TASK MATERIAL START
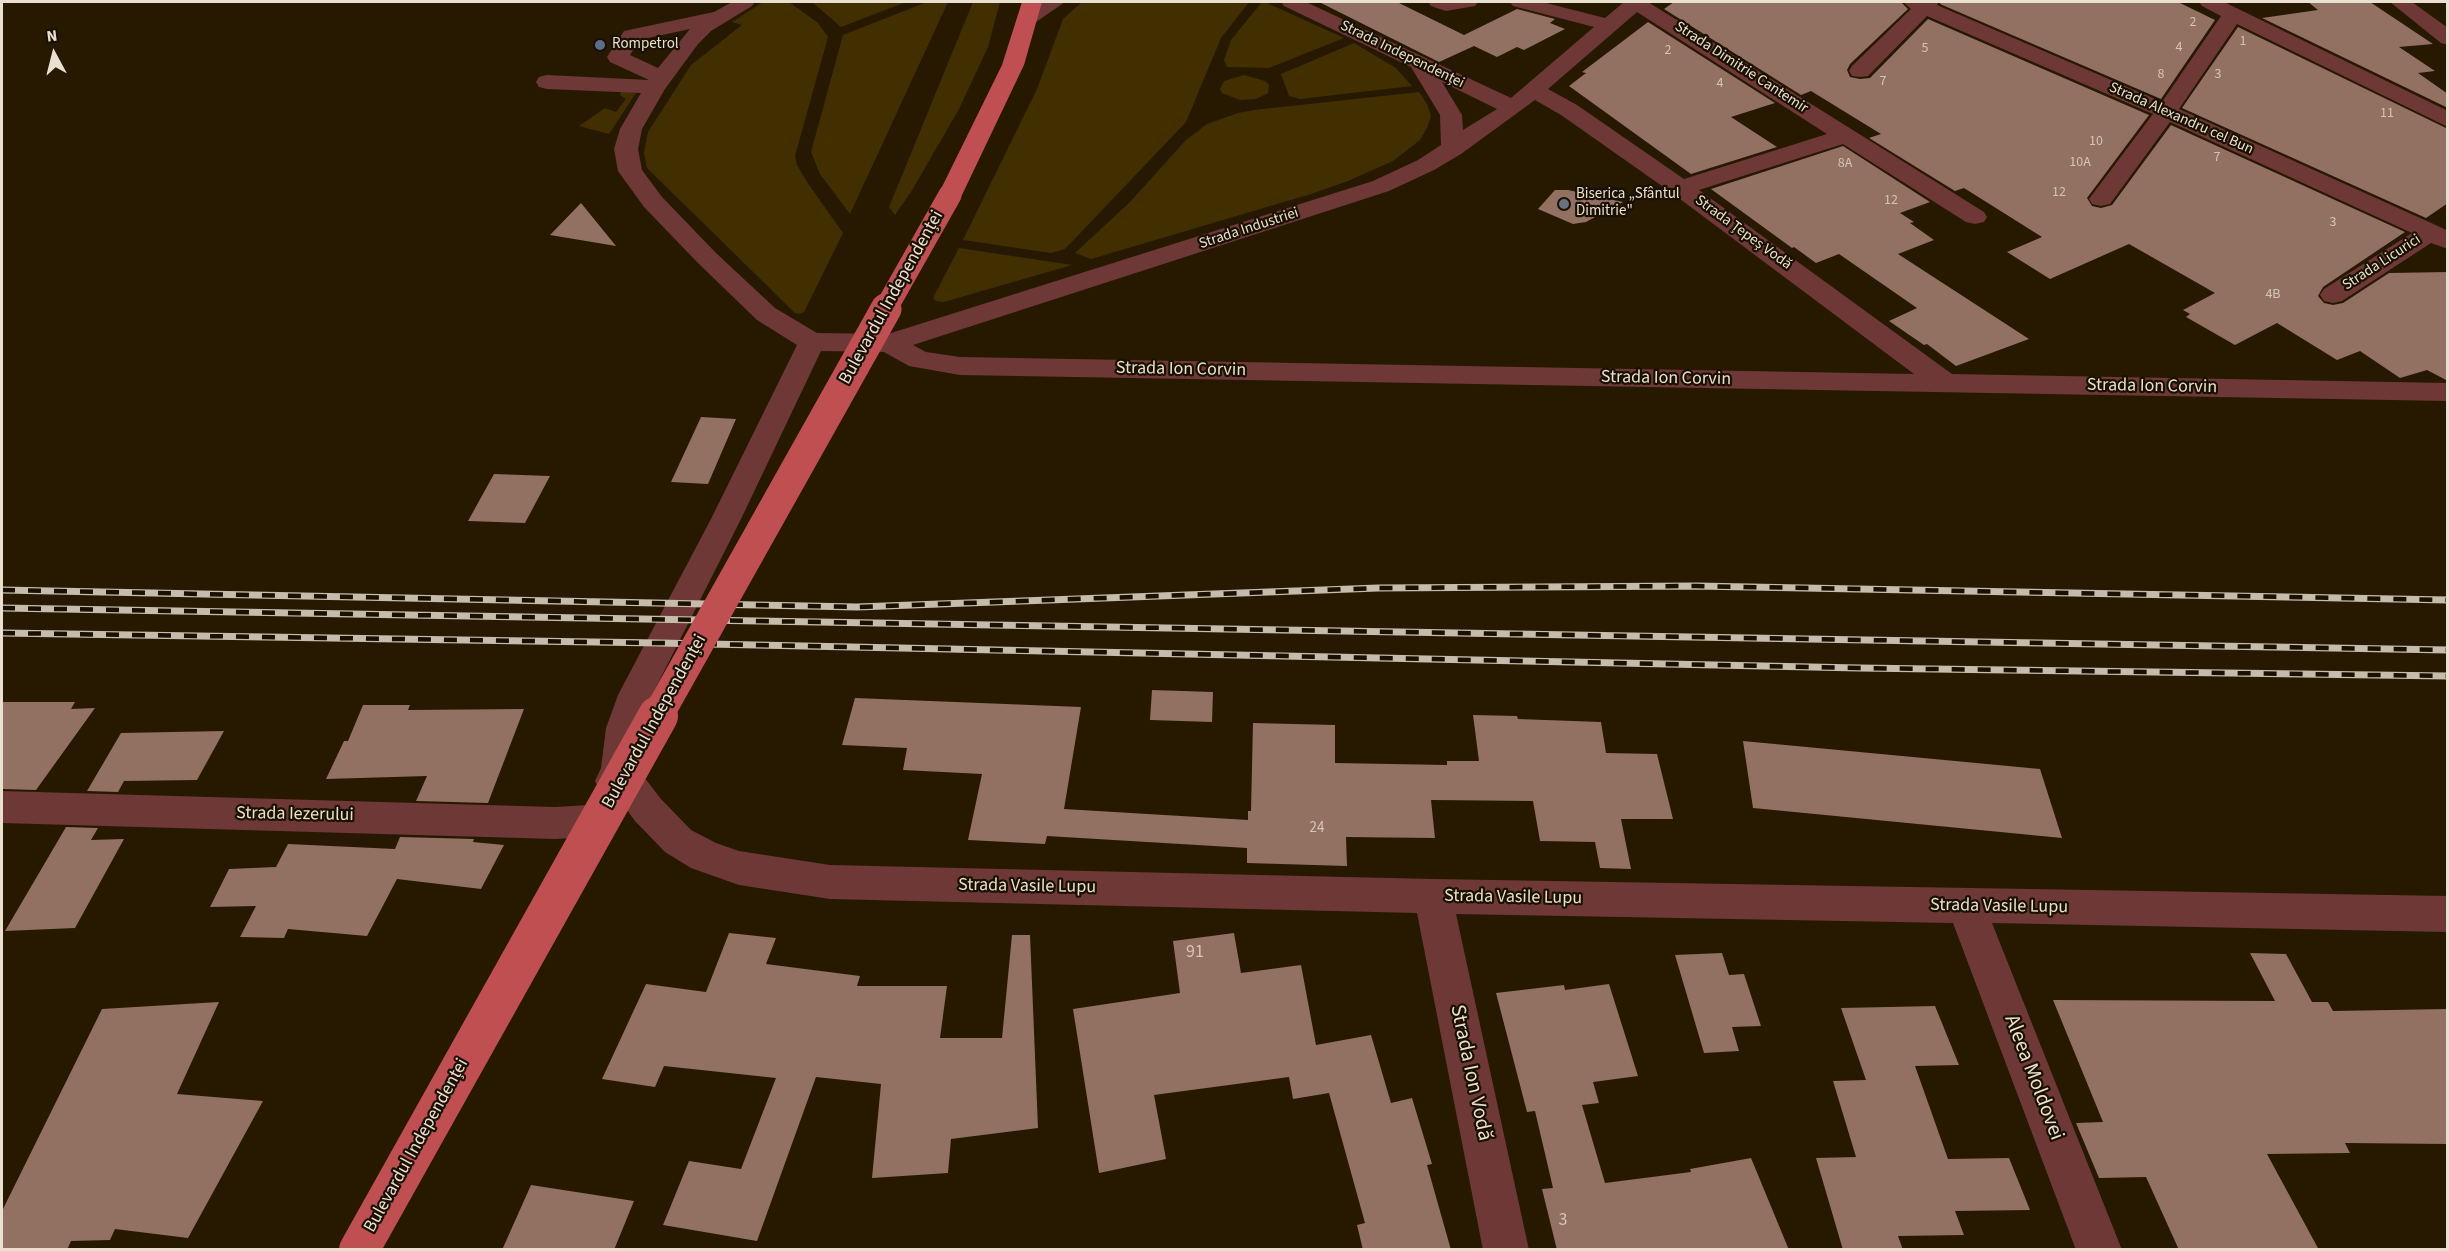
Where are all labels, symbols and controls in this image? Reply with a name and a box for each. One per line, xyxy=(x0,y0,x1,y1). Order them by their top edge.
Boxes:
house number: 2 xyxy=(2190,15,2196,31)
street label: Strada Independenței xyxy=(1337,17,1467,93)
street label: Strada Dimitrie Cantemir xyxy=(1671,18,1811,118)
north arrow xyxy=(24,24,84,84)
text: N xyxy=(45,25,58,48)
house number: 1 xyxy=(2240,34,2246,50)
place label: Rompetrol xyxy=(612,36,679,54)
marker: Rompetrol xyxy=(593,38,607,52)
house number: 4 xyxy=(2176,40,2182,56)
house number: 5 xyxy=(1922,41,1928,57)
house number: 2 xyxy=(1665,43,1671,59)
house number: 8 xyxy=(2158,67,2164,83)
house number: 3 xyxy=(2215,67,2221,83)
house number: 7 xyxy=(1880,74,1886,90)
house number: 4 xyxy=(1717,76,1723,92)
street label: Strada Alexandru cel Bun xyxy=(2106,79,2256,159)
house number: 11 xyxy=(2380,106,2394,122)
house number: 10 xyxy=(2089,134,2103,150)
house number: 7 xyxy=(2214,150,2220,166)
house number: 10A xyxy=(2069,155,2091,171)
house number: 8A xyxy=(1838,156,1852,172)
house number: 12 xyxy=(2052,185,2066,201)
place label: Biserica „Sfântul Dimitrie" xyxy=(1576,186,1680,221)
street label: Strada Țepeș Vodă xyxy=(1691,192,1795,274)
house number: 12 xyxy=(1884,193,1898,209)
marker: Biserica „Sfântul Dimitrie" xyxy=(1557,197,1571,211)
street label: Strada Industriei xyxy=(1197,204,1301,254)
street label: Bulevardul Independenței xyxy=(835,207,949,389)
house number: 3 xyxy=(2330,215,2336,231)
street label: Strada Licurici xyxy=(2340,231,2424,295)
house number: 4B xyxy=(2265,287,2281,303)
street label: Strada Ion Corvin xyxy=(1116,358,1246,382)
street label: Strada Ion Corvin xyxy=(1601,367,1731,391)
street label: Strada Ion Corvin xyxy=(2087,375,2217,399)
street label: Bulevardul Independenței xyxy=(598,631,712,813)
street label: Strada Iezerului xyxy=(236,803,354,827)
house number: 24 xyxy=(1310,820,1324,838)
street label: Strada Vasile Lupu xyxy=(958,875,1096,899)
street label: Strada Vasile Lupu xyxy=(1444,886,1582,910)
street label: Strada Vasile Lupu xyxy=(1930,895,2068,919)
house number: 91 xyxy=(1186,942,1204,964)
street label: Strada Ion Vodă xyxy=(1443,1003,1497,1143)
street label: Aleea Moldovei xyxy=(1998,1012,2068,1144)
street label: Bulevardul Independenței xyxy=(360,1055,474,1237)
house number: 3 xyxy=(1559,1210,1567,1232)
TASK MATERIAL END
Pull every line with the string "Rompetrol" from the data above.

SOLUTION TO THIS EXERCISE >>
place label: Rompetrol xyxy=(612,36,679,54)
marker: Rompetrol xyxy=(593,38,607,52)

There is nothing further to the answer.